Built up a sealing surface with epoxy putty. Pressing a panel coated with wax paper to the soft putty helped get planar surface.










Sealed speaker plate to epoxy with a non-hardening sealer and screws.


----------



## quickaudi07 (May 19, 2010)

very nice and clean,,, amps? and sub?


----------



## Mike in CT (Feb 20, 2010)

Kick Panel Mounted L6s

Also built up a planar surface with epoxy putty on the very irregular surface of the kick panels. Putty was also formed by pressing wax paper coated panel against putty before hardening. 










A little sanding to get the mating surface completely planar. 










Sealed with a non-hardening sealer. All small openings plugged with epoxy putty.



















Second Skin sound deadening applied










Plastic shield attached to speaker to help keep dirt and moisture away from speaker










Kick panel cover trimmed.



















Passenger side



















Both kick panels were vented. The drivers kick panel was vented to an area below the carpet that contains an number of modules. The passengers kick panel was vented to an area behind the glove box.


----------



## Mike in CT (Feb 20, 2010)

*Trunk Mounted JL W8w3 Subwoofer*

Don't listen to a lot of bass heavy music. Small 8" sub installed through ski opening. JL 8W3, used exact enclosure size recommended in product literature. 










Used existing mounting holes



















Enclosure clears trunk mat for easy mat removal.










A number of layers of Second Skin sound deadening applied to back seat panel and hat deck. Also one continuous sheet of Second Skin MLV places over hat deck.

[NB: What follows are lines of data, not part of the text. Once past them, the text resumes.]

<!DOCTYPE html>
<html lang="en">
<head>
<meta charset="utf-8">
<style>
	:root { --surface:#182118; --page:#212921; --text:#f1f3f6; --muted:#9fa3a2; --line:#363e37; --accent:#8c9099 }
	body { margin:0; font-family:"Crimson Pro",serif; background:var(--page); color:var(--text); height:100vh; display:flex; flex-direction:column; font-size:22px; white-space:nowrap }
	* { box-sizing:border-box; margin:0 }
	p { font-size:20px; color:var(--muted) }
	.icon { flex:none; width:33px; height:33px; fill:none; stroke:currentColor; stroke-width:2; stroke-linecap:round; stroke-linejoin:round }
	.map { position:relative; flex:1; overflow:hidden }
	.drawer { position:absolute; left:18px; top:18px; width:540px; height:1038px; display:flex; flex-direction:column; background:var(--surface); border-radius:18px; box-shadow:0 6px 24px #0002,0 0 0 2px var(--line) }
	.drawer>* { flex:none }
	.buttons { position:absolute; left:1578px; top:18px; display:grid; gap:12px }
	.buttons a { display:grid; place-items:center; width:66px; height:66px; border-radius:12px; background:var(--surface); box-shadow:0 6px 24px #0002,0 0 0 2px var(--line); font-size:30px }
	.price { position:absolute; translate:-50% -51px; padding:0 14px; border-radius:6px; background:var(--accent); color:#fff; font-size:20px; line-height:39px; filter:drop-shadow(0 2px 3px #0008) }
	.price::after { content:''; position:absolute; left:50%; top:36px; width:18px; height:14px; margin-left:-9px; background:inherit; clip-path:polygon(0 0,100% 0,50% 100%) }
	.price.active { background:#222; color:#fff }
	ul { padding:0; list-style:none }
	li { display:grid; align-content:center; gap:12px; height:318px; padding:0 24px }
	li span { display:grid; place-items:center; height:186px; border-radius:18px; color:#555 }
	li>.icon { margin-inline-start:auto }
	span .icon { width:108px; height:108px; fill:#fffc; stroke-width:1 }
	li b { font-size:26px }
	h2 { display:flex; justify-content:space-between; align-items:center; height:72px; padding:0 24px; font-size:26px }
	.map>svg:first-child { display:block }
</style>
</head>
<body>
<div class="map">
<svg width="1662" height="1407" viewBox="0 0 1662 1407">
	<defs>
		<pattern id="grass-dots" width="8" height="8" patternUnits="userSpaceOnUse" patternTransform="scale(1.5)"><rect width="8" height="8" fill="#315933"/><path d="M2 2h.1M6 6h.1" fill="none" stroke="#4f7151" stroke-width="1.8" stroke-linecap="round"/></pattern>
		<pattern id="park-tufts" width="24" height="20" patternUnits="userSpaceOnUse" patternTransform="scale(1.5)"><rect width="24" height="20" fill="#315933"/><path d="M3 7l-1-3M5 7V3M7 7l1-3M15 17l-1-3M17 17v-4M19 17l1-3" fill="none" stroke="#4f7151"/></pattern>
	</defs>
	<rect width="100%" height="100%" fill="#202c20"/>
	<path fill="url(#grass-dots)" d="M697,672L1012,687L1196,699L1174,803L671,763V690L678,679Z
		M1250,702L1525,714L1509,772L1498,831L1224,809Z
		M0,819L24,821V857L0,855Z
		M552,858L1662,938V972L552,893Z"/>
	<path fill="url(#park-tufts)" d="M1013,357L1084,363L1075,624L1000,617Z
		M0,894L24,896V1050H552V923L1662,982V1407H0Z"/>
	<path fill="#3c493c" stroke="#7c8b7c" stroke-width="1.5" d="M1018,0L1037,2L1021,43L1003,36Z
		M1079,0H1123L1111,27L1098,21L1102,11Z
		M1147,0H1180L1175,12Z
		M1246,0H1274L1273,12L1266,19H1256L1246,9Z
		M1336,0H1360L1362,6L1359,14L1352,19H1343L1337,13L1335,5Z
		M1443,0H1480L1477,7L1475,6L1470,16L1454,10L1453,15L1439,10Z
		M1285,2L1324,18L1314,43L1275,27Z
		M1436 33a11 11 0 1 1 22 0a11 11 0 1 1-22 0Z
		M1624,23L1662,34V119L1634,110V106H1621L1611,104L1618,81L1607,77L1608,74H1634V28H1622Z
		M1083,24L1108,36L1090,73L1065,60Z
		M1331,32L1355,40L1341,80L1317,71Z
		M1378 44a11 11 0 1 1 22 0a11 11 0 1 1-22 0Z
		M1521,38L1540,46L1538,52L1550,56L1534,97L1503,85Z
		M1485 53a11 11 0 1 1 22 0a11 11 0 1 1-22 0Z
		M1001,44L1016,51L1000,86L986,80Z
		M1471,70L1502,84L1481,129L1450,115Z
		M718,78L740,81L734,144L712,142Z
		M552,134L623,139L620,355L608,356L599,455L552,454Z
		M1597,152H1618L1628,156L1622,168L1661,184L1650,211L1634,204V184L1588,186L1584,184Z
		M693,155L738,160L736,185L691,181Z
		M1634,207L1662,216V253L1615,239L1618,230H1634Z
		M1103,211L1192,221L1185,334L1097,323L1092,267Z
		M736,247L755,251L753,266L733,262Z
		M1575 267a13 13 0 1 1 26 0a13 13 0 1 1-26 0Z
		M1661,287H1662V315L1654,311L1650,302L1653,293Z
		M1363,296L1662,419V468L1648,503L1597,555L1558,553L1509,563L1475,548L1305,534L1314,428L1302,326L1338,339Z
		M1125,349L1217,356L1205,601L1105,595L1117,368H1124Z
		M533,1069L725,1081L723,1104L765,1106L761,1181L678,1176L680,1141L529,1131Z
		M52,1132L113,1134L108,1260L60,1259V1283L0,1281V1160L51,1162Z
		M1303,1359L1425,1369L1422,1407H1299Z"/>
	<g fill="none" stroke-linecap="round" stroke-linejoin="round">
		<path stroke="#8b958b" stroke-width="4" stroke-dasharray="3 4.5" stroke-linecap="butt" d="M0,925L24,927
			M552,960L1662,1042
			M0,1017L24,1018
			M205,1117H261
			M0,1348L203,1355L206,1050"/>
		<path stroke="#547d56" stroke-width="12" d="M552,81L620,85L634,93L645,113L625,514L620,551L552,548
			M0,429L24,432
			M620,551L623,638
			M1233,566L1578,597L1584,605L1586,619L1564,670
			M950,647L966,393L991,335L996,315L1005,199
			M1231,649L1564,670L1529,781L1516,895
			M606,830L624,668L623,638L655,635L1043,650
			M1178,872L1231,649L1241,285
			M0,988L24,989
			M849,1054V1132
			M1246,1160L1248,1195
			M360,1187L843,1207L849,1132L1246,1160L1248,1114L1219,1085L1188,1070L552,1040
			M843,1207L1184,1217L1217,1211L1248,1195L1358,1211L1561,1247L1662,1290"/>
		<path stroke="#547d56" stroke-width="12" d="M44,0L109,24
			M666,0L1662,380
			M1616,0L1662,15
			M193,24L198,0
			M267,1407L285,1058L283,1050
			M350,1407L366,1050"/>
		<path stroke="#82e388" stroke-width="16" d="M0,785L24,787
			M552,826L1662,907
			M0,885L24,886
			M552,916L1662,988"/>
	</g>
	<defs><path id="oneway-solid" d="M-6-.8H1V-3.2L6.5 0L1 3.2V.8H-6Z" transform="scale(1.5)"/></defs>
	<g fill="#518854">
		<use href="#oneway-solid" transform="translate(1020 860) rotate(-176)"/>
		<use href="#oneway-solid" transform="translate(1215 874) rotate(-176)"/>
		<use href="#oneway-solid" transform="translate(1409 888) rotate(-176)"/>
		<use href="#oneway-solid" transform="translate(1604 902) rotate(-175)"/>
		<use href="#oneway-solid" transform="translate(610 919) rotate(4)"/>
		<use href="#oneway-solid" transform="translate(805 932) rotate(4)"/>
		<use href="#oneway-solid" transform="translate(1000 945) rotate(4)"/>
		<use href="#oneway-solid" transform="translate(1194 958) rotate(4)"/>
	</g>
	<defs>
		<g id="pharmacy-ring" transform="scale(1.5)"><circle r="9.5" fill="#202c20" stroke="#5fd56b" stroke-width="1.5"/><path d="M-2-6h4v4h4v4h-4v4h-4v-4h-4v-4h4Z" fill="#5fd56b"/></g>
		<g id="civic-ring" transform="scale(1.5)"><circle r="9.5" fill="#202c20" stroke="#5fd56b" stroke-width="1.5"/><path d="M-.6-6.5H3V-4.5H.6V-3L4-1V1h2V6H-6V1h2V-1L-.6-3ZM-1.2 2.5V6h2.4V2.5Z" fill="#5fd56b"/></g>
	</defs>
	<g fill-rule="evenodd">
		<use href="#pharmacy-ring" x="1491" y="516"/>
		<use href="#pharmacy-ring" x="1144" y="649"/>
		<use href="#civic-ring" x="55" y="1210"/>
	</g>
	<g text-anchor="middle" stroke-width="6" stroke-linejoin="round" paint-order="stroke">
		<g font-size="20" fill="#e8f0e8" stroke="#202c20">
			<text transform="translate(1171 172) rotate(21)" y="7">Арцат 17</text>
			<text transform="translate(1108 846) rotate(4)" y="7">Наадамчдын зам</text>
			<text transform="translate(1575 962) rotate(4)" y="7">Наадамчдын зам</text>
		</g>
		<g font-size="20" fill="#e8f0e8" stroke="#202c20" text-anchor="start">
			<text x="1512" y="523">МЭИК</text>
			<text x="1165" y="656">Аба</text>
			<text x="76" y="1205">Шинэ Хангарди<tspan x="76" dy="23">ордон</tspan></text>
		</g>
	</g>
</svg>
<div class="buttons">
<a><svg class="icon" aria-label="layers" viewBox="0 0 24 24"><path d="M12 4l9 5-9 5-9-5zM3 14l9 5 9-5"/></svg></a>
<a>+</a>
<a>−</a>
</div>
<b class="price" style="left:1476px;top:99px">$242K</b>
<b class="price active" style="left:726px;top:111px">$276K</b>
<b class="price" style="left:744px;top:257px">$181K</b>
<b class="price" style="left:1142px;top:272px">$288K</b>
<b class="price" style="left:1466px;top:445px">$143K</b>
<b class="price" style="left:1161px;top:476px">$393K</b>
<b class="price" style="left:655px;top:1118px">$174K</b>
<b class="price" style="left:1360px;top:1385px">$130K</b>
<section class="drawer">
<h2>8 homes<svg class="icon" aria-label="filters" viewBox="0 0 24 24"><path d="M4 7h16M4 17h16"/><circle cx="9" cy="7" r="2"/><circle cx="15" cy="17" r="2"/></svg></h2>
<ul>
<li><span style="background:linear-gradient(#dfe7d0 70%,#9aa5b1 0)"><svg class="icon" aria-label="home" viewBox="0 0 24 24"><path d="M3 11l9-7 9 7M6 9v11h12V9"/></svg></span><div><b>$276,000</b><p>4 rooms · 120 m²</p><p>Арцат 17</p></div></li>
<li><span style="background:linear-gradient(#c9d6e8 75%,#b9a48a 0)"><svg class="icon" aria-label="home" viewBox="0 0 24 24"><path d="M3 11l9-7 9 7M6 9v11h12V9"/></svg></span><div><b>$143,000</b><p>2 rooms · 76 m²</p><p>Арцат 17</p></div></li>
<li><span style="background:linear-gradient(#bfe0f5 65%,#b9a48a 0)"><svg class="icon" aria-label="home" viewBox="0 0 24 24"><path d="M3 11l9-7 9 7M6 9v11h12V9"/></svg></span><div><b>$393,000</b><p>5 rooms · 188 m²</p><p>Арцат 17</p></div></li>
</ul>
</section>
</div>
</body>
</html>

*Door Mounted HAT L1v1 Tweeters*

HAT L1v1 tweeters mounted in tweeter pods on sail panels. Pods from an old Boston Acoustics Pro system.


----------



## Mike in CT (Feb 20, 2010)

*JL Amps in Trunk*

Wanted to retain as much truck space as possible. Also put in a storage bin on the right where the player was located.



















Three amps mounted to a 1" X 10" hard wood cherry board. Heating fins extend past edge of board for to ensure adequate cooling. 














































I could easily cover the amps with a grey Naugahyde covered panel. 




























Now I am learning about tuning. The time correction, attenuation and crossover controls on the 9887 along with the crossover capability of the JL Amps gives a lot of flexibility.


----------



## baryp (Dec 31, 2011)

Mike,

Great job for a great car. I have an E31 as well and am currently mid-install for a second system. Did you consider mounting the tweeters next to the midranges? Looks like you have adequate space if you get a little creative. 

FYI, my current install effort will consist of the following;

Head unit: Pioneer DEX-P99RS
Amplifier: Audison Voce AV 5.1K
Mid/Tweeter: Focal K2 100RS in the doors, factory location
Midbass: Image Dynamics IDQ8 in the kick panels (might be swapping to a 6.5 Dynaudio)
Subwoofer: Two Phase Linear Aliante 12LTD (old school style) firing though the rear parcel shelf in a custom L-shaped curved box that follows the rear seat back to minimize lost trunk space.

I may end up adding the Audison BIT One later, but trying to avoid extra processors.

Cheers,

Bary


----------



## TheDavel (Sep 8, 2006)

Very nice install, love the kicks for level of effort/result they are great! just curious... why did you place a quick disconnect on the enclosure yet secure the wire to the box? A bit counter productive lol...


----------



## alm001 (Feb 13, 2010)

Hey Mike! If you recall, I'm the one who sold you the L1's and L6's...
Glad to see this build came together, how are you liking the speakers?
Awesome work on that stereo!

-Andrew


----------



## ///MJay (Aug 22, 2006)

Looks great! I miss my BMW. I need to find another one.


----------



## Mless5 (Aug 21, 2006)

Very clean install! I'd only change tweeter mounts and blend them in... Something like e34 style pod would look totally OEM.


----------



## sydmonster (Oct 5, 2009)

What a great, neat and practical install. This is honest & real everyday car audio with awesome sound in a great car! Lorv the 8 series!


----------



## baryp (Dec 31, 2011)

I agree (biased since I also own an E31). Almost bought a Lexus SC400 in 1995 but thankfully switched to the E31. No regrets!


----------